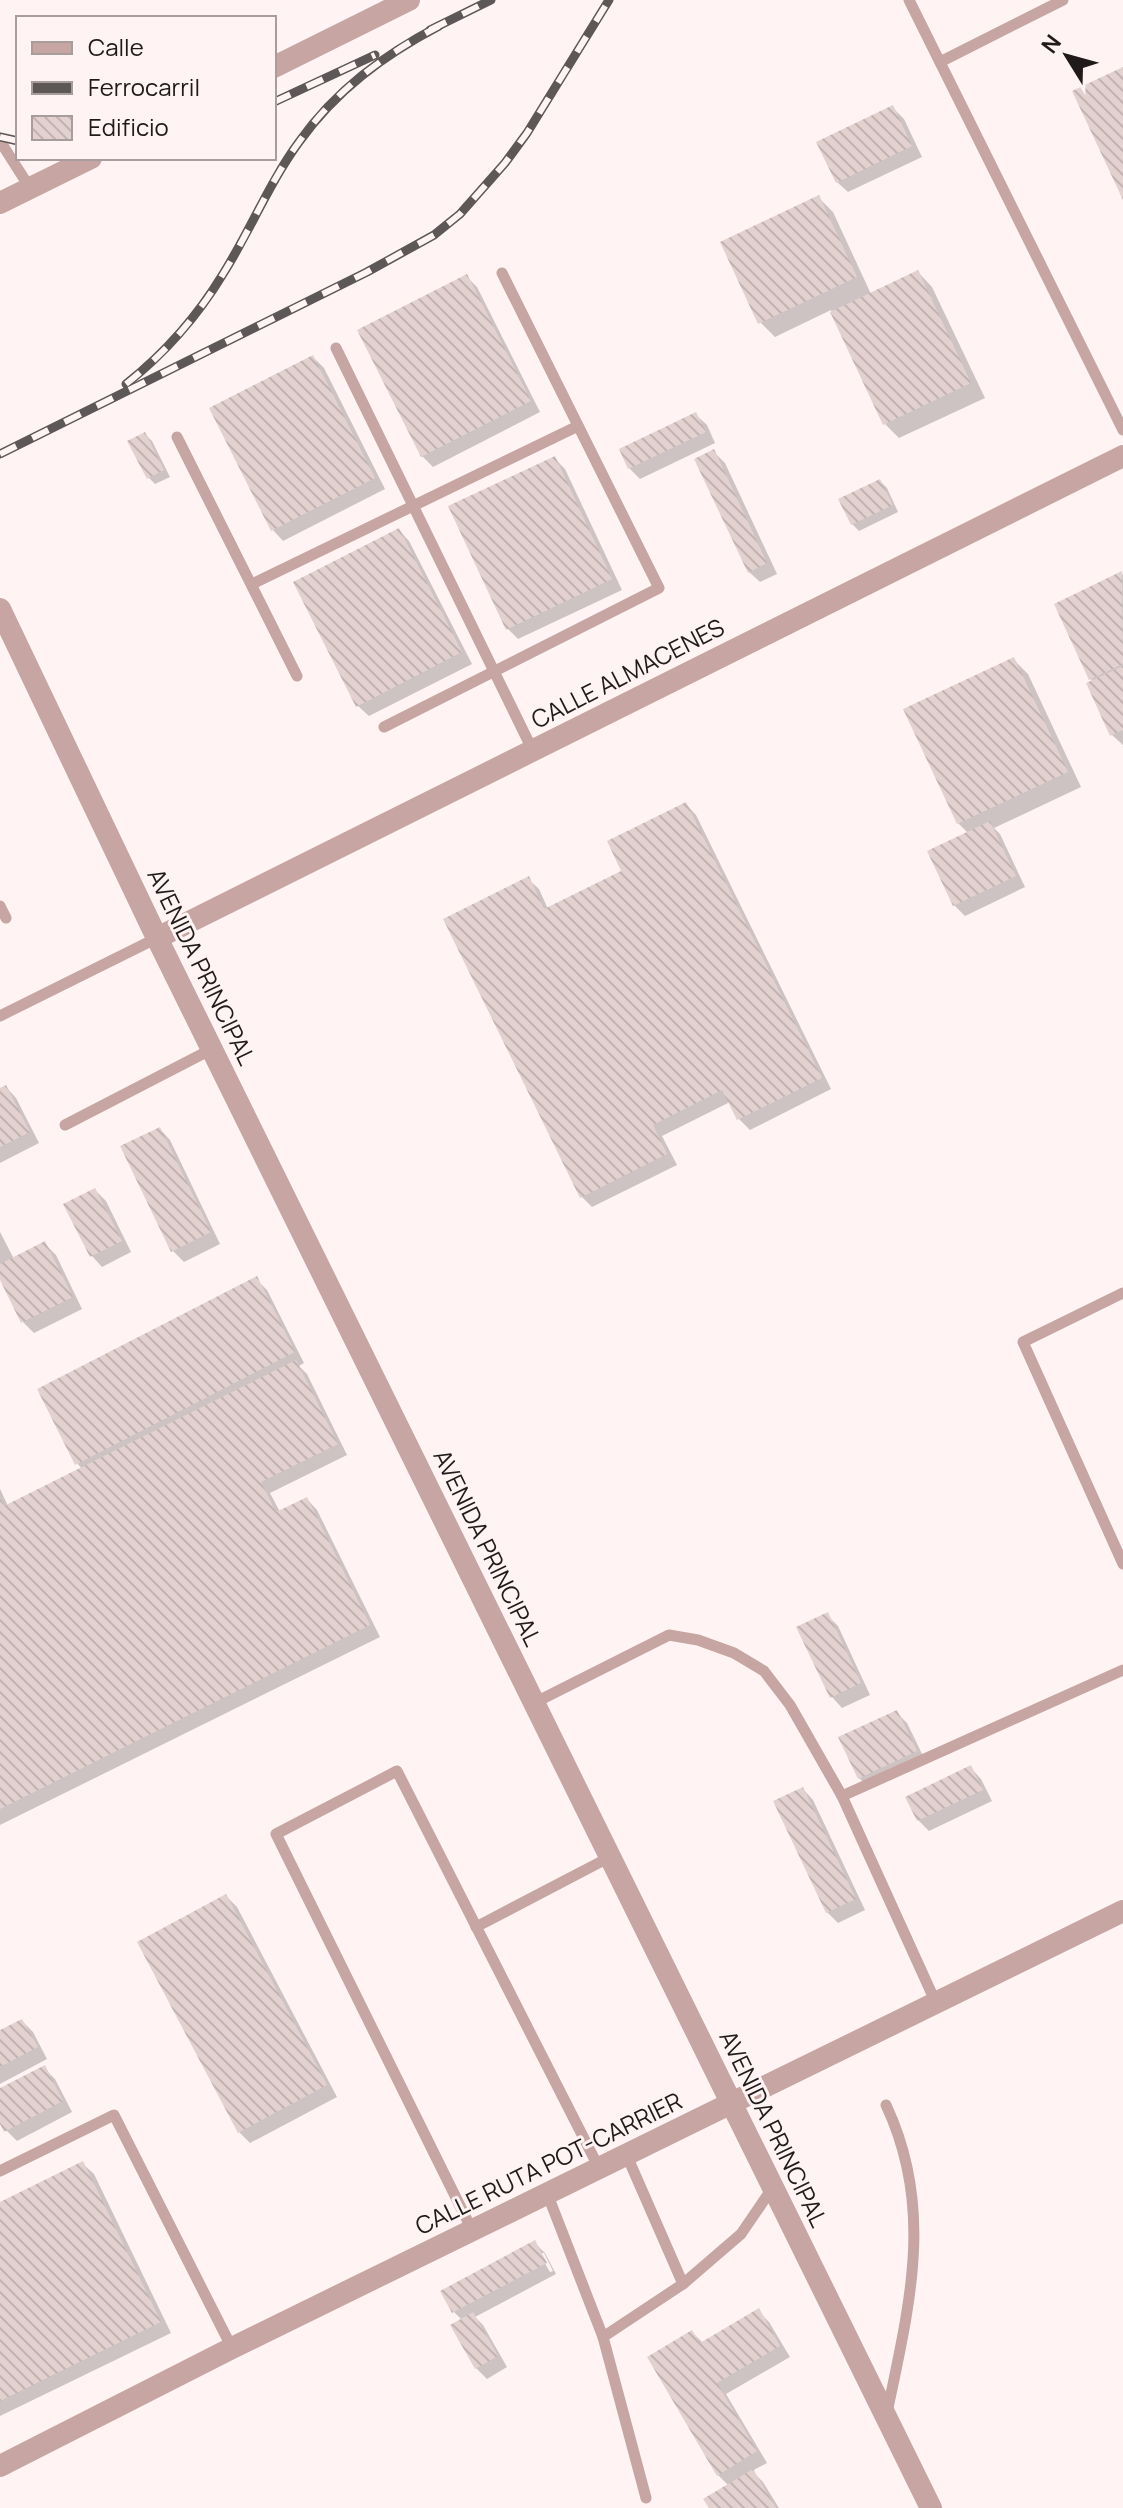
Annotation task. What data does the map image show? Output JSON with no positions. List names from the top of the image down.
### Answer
{
  "streets": {
    "street": ["CALLE ALMACENES", "AVENIDA PRINCIPAL", "CALLE RUTA POT-CARRIER"]
  },
  "crossings": [
    ["CALLE ALMACENES", "AVENIDA PRINCIPAL"],
    ["AVENIDA PRINCIPAL", "CALLE RUTA POT-CARRIER"]
  ],
  "legend": ["Calle", "Ferrocarril", "Edificio"],
  "north": "top left"
}
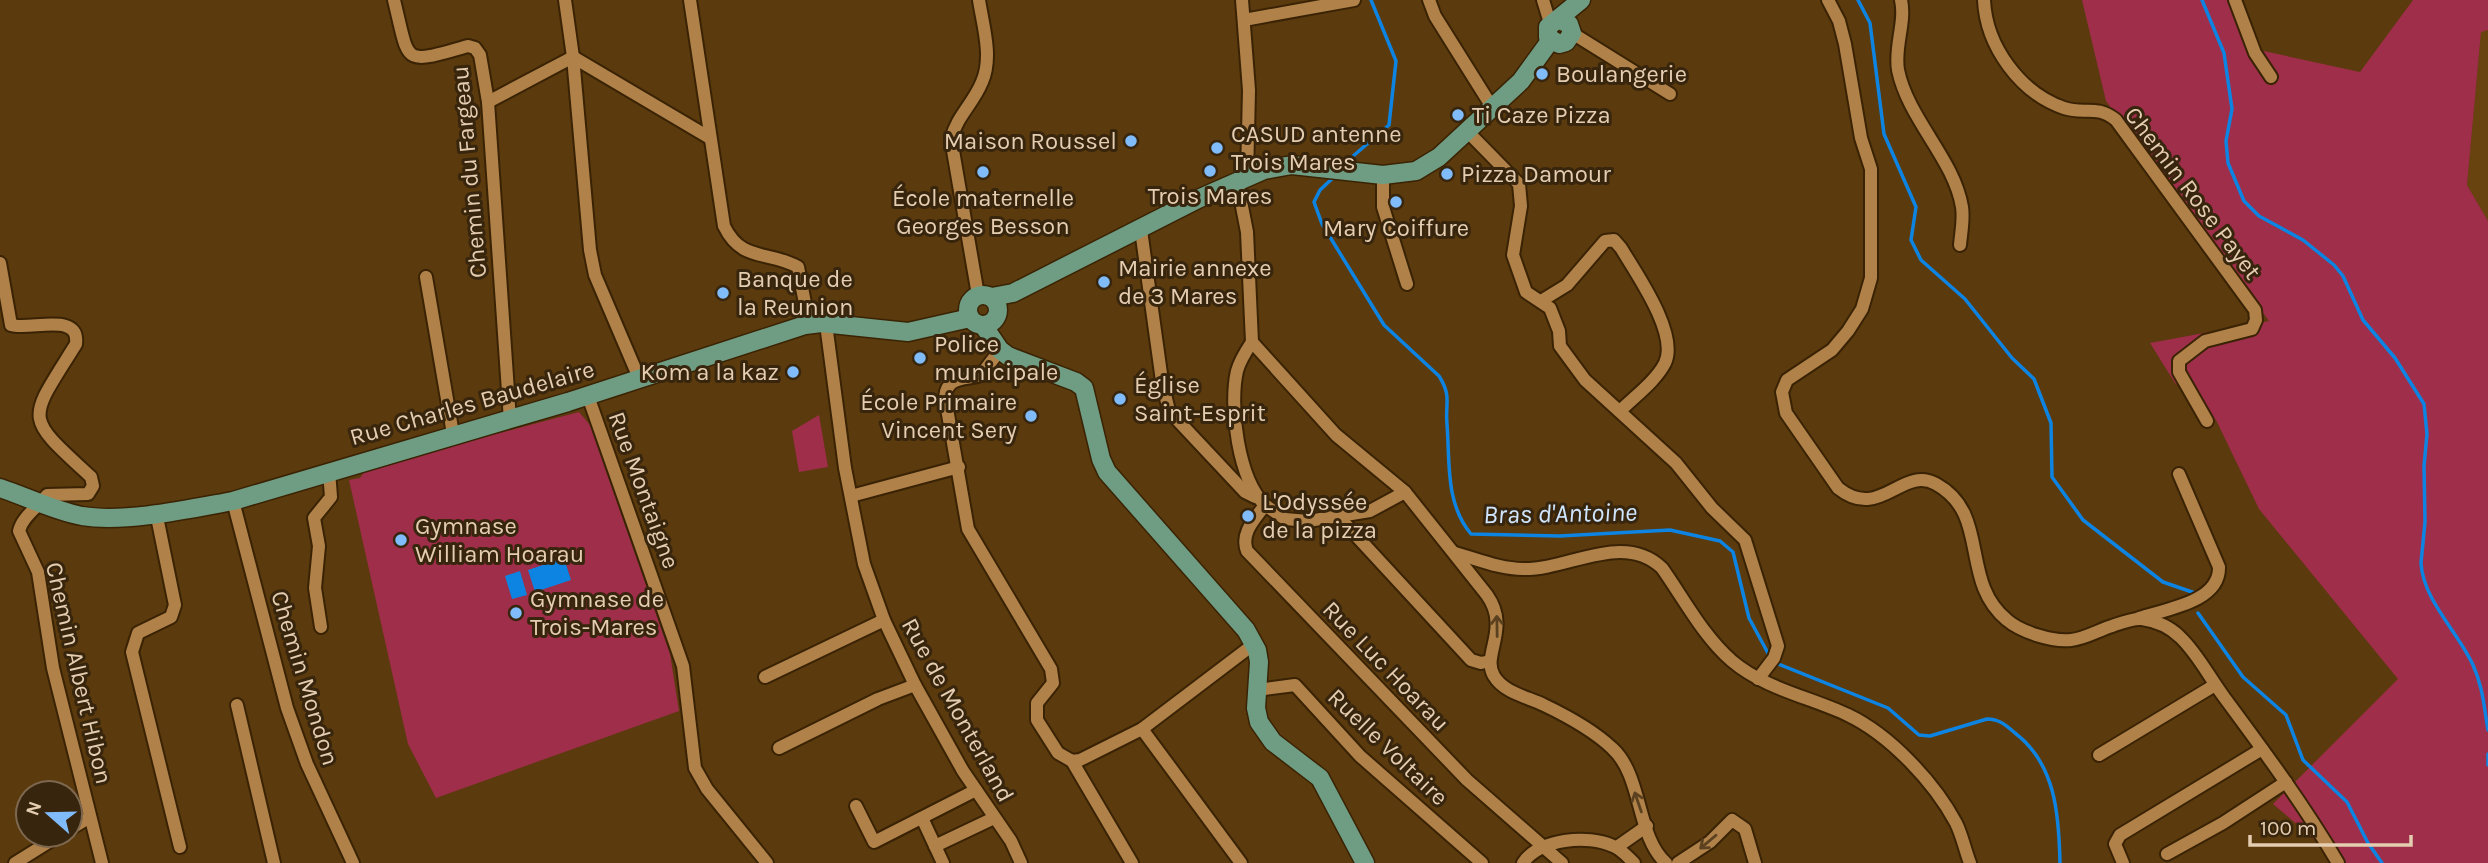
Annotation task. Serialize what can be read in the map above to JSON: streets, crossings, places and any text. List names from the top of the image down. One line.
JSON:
{"streets":{"main road":["Rue Charles Baudelaire"],"street":["Chemin du Fargeau","Chemin Rose Payet","Rue Montaigne","Rue Luc Hoarau","Chemin Albert Hibon","Chemin Mondon","Rue de Monterland","Ruelle Voltaire"]},"crossings":[["Chemin du Fargeau","Rue Charles Baudelaire"],["Rue Charles Baudelaire","Rue Montaigne"],["Rue Charles Baudelaire","Chemin Albert Hibon"],["Rue Charles Baudelaire","Chemin Mondon"],["Rue Charles Baudelaire","Rue de Monterland"]],"water":["Bras d'Antoine"],"places":["Boulangerie","Ti Caze Pizza","Maison Roussel","CASUD antenne Trois Mares","Trois Mares","École maternelle Georges Besson","Pizza Damour","Mary Coiffure","Mairie annexe de 3 Mares","Banque de la Reunion","Police municipale","Kom a la kaz","Église Saint-Esprit","École Primaire Vincent Sery","L'Odyssée de la pizza","Gymnase William Hoarau","Gymnase de Trois-Mares"],"scale_bar":"100 m","north":"left"}
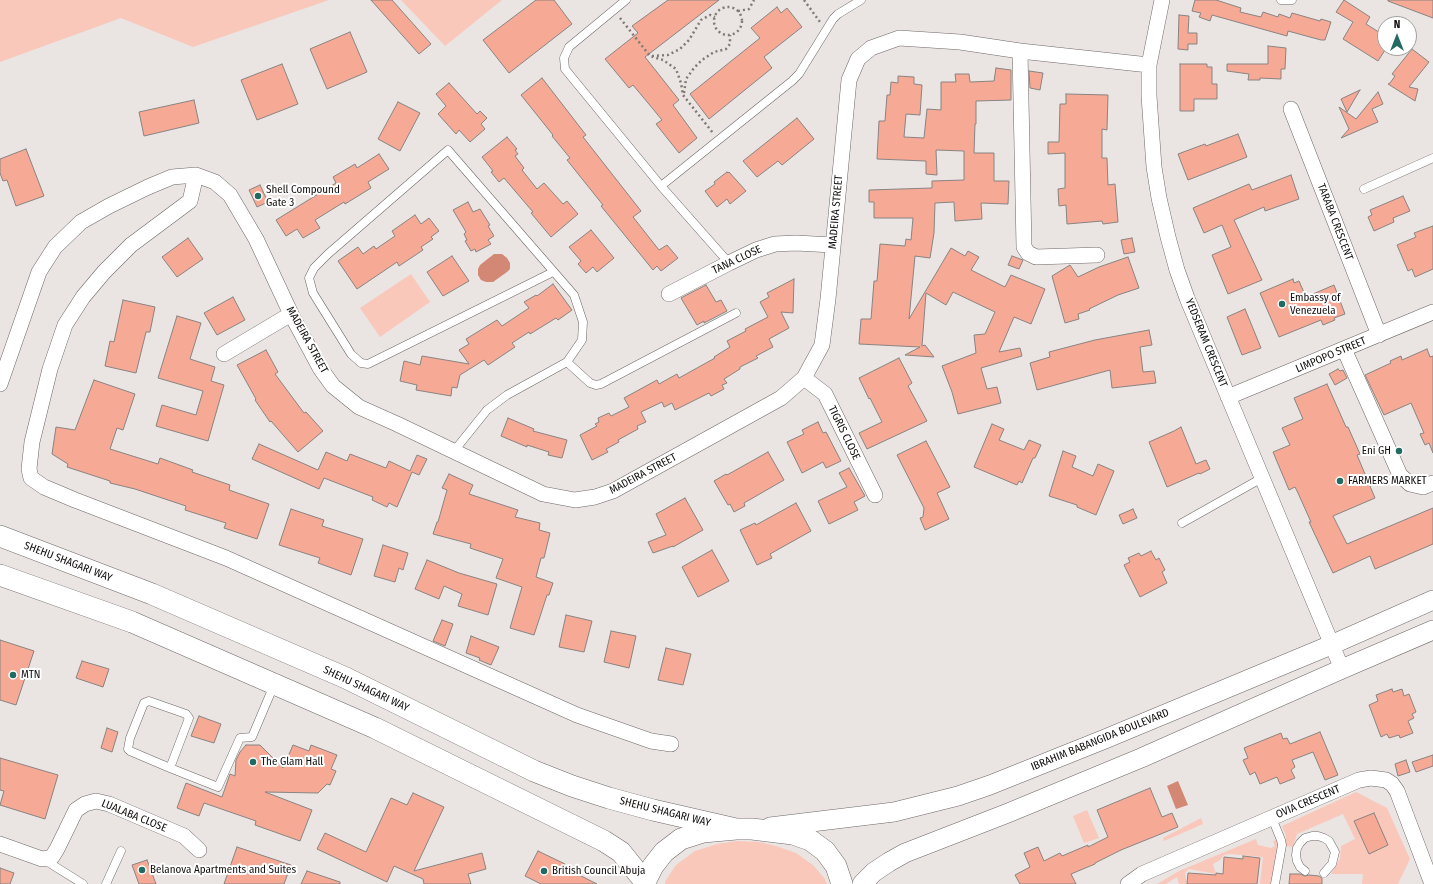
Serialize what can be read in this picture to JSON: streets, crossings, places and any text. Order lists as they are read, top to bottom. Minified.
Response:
{"streets":{"main road":["SHEHU SHAGARI WAY"],"street":["MADEIRA STREET","TARABA CRESCENT","TANA CLOSE","YEDSERAM CRESCENT","LIMPOPO STREET","TIGRIS CLOSE","IBRAHIM BABANGIDA BOULEVARD","OVIA CRESCENT","LUALABA CLOSE"]},"crossings":[["MADEIRA STREET","TANA CLOSE"],["MADEIRA STREET","YEDSERAM CRESCENT"],["MADEIRA STREET","TIGRIS CLOSE"],["TARABA CRESCENT","LIMPOPO STREET"],["YEDSERAM CRESCENT","LIMPOPO STREET"],["YEDSERAM CRESCENT","IBRAHIM BABANGIDA BOULEVARD"],["SHEHU SHAGARI WAY","IBRAHIM BABANGIDA BOULEVARD"]],"places":["Shell Compound Gate 3","Embassy of Venezuela","Eni GH","FARMERS MARKET","MTN","The Glam Hall","Belanova Apartments and Suites","British Council Abuja"],"north":"top"}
******************************
> [TASK TO CARRY OUT]: For this exercise, find all lines in the records containing the word "Serialize" and copy them.

> [RESULT BELOW]:
Annotation task. Serialize what can be read in the map above to JSON: streets, crossings, places and any text. List names from the top of the image down. One line.
Serialize what can be read in this picture to JSON: streets, crossings, places and any text. Order lists as they are read, top to bottom. Minified.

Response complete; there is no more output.